Po zwiastunie wiedziałam, że to będzie 'wow'. I jest! Genialny Leo, który musi dostać za rolę Oscara!
Film ma jeden mankament, jest długi i czasami potrafi 'przynudzić'.
Niby taka historia już się przewijała w filmach ale tu mamy taką surowość, brutalność bez zbędnych ogródek. I nie zapominajmy też o Hardym, który w ostatnim czasie jest fenomenalny! Dobre, wręcz męski kino - sorry dziewczyny, czasem może Was zemdlić, na szczęście ja uwielbiam 'hektolitry krwi' ( tu stanowczo za mało) i bicie po mordach :D. A taka wola życia jak tu pokazano, chęć zemsty aż bije po oczach!
5. Legend (2015) ---> klik
Skoro o Hardym mowa ... o mamo! To jeden z moich ulubionych filmów ostatnio! Brutalny, wulgarny, prawdziwy ale też smutny! Nie oglądam biografii ale ta robi wrażenie. A raczej robi wrażenie to co możemy poświęcić dla własnej rodziny, dla własnych interesów mimo, ze wiemy kto ma rację. Pomijając wątek gangsterski to film na czasie - bo każdy z nas w życiu toczy walkę ze swoimi słabościami czy nałogami. Cieszę się, że jest taki film, który jest dopracowany w każdym calu: kostiumy, scenografia, historia, klimat i genialna obsada! Pozycja obowiązkowa dla kinomanów! No i Hardy razy dwa - genialny!
Miałam powiedzieć: dno, bagno, nie oglądajcie. W połowie filmu zmieniłam zdanie.
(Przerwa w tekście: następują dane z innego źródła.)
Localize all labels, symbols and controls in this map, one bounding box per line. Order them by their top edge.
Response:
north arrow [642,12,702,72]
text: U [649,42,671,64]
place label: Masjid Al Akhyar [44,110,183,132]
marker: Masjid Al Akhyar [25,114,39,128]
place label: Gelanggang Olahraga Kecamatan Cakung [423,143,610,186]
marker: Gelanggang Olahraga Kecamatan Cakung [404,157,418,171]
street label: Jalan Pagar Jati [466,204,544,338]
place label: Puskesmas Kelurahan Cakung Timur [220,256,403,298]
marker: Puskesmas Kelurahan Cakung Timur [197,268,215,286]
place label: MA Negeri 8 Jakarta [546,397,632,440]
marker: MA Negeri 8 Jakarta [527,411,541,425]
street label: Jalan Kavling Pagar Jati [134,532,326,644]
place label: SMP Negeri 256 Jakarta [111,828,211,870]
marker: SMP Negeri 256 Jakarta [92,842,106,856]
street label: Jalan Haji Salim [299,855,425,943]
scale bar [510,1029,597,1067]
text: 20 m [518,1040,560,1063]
Nie jest to horror najwyższych lotów, nie jest też zbyt straszny czy krwisty ( ubolewam nad tym) ale jest iny niż te którymi nas raczą w ostatnich czasach. Naprawdę byłam zaskoczona końcówką filmu, jego dalszą fabułą a przede wszystkim tą historią - jest tak pokręcona i intrygująca, że uplasowała film w moich 'odkryciach'. Mało znani aktorzy, film zrobiony bez wielkich kampanii reklamowych potrafi wprawić w osłupienie!
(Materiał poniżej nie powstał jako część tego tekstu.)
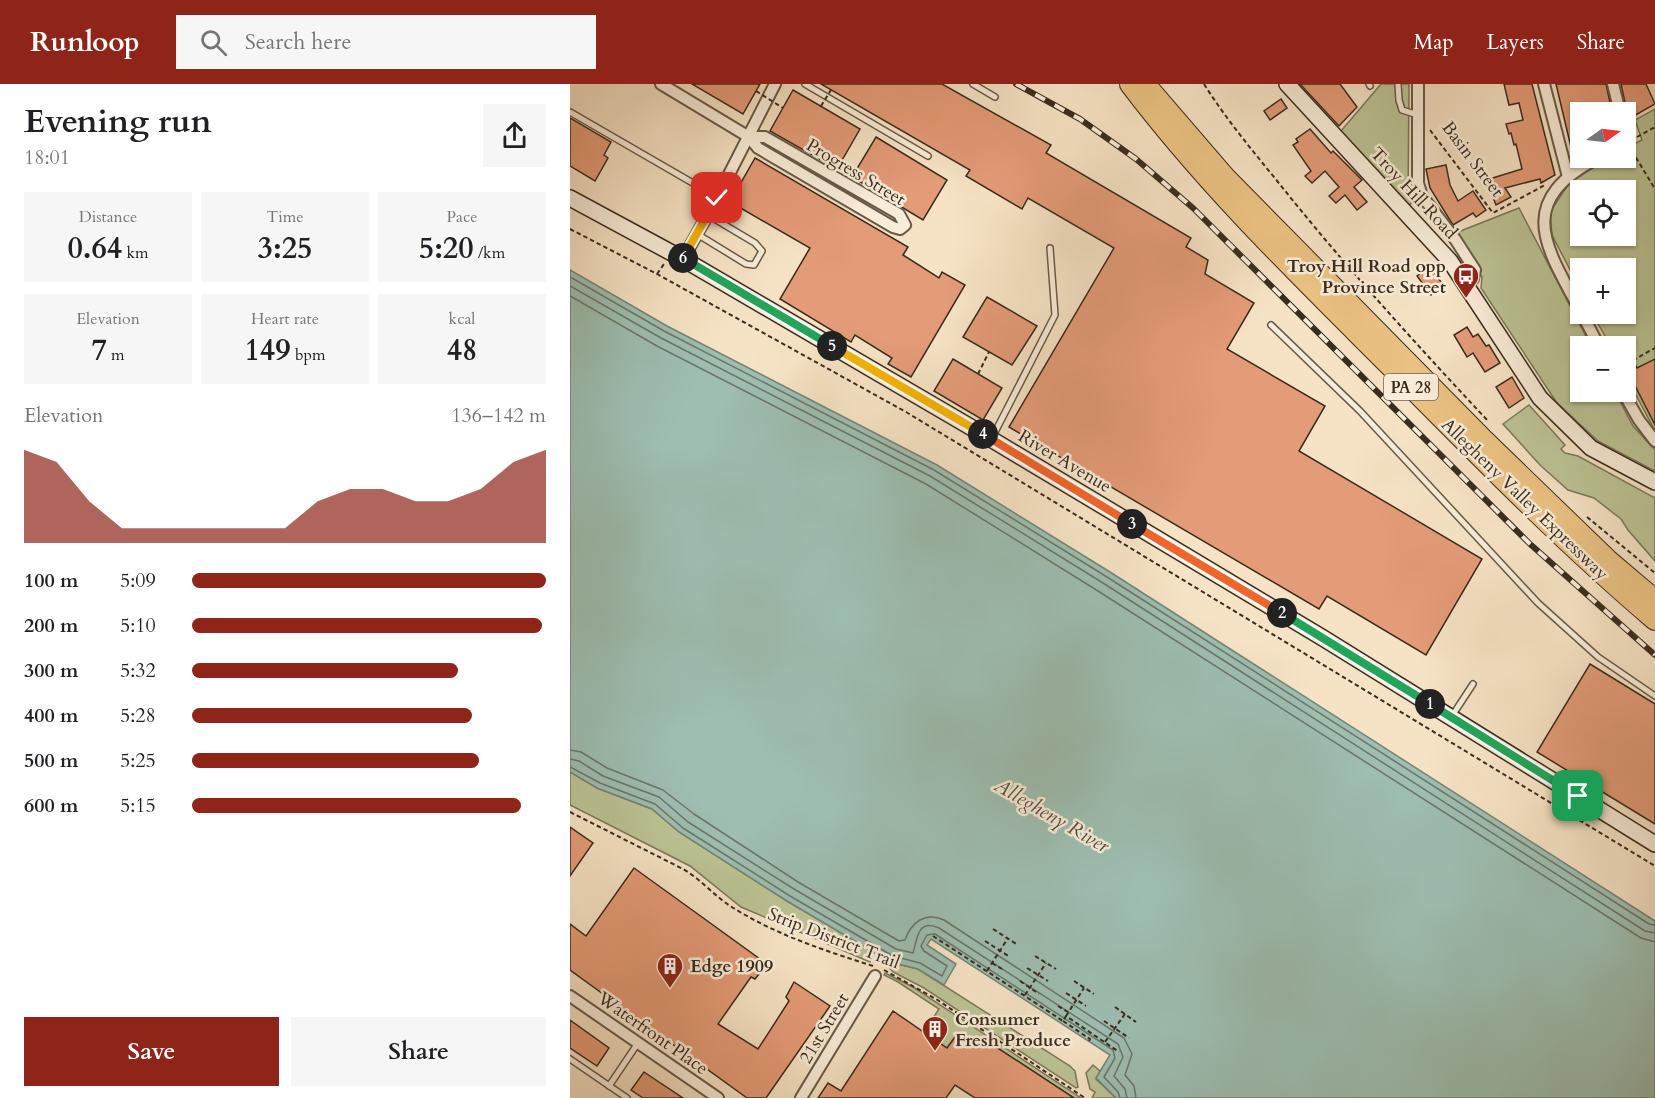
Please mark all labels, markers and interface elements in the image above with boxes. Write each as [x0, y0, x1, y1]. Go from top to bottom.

Nie rozumiem jego fenomenu. 10 minut przed jego końcem po prostu zasnęłam. Niby ta historia jest ciekawa intrygująca, fascynująca ale nie dla mnie. Damon nadal w aktorskiej formie, nadal ma ' to coś' no ale... Oprócz kilku śmiesznych momentów ta historia do mnie nie mówi. Po prostu obejrzałam i już. Nie wiem skąd tyle nominacji. skąd tyle pochwał bo mi filmidło w pamięć nie zapadało. Mam nadzieję, że inaczej będzie z książką ;)
8. Praktykant (2015) ---> klik
Jeden z cieplejszych filmów jakie miałam przyjemność oglądać. Nie do końca zgadzam się z tym, że to komedia bo scen bawiących do łez nie ma. Ale jest magia nieprzewidywalnej przyjaźni,zrozumienia. Film ma w sobie wiele ciepła, jest wręcz otulający swoją historią. Jednak po zakończeniu czułam lekki niedosyt - czegoś mi brakowało. brakowało mi tu jakiegoś mocnego charakteru. Historia w sam raz na leniwe niedzielne popołudnie.
9. Pakt z diabłem (2015) ---> klik
Depp ♥ i wszystko jasne. Niestety tutaj nie oglądamy pięknego Deppa, jego wygląd jest odstraszający ale jego gra aktorska to mistrzostwo! Kolejne typowe męskie kino: mordobicie, krew, zemsta ale też smutna historia człowieka, który chce mieć wszystko a traci dużo. Od początku do końca ta historia trzyma w napięciu, a ja jako widz naprawdę takiego obrotu spraw nigdy bym się nie spodziewała!
Cóż, ja uwielbiam mocne kino jak i dobrą bajkę czy komedię. Na razie obejrzałam to co miałam w planach. Czeka na mnie jeszcze Pentameron - tutaj naprawdę muszę mieć chęć na niego :D. To co obejrzałam to głównie 'męskie kino' ale co tam może znajdziecie coś dla siebie ;)
Znacie coś? Coś polecicie ciekawego do obejrzenia?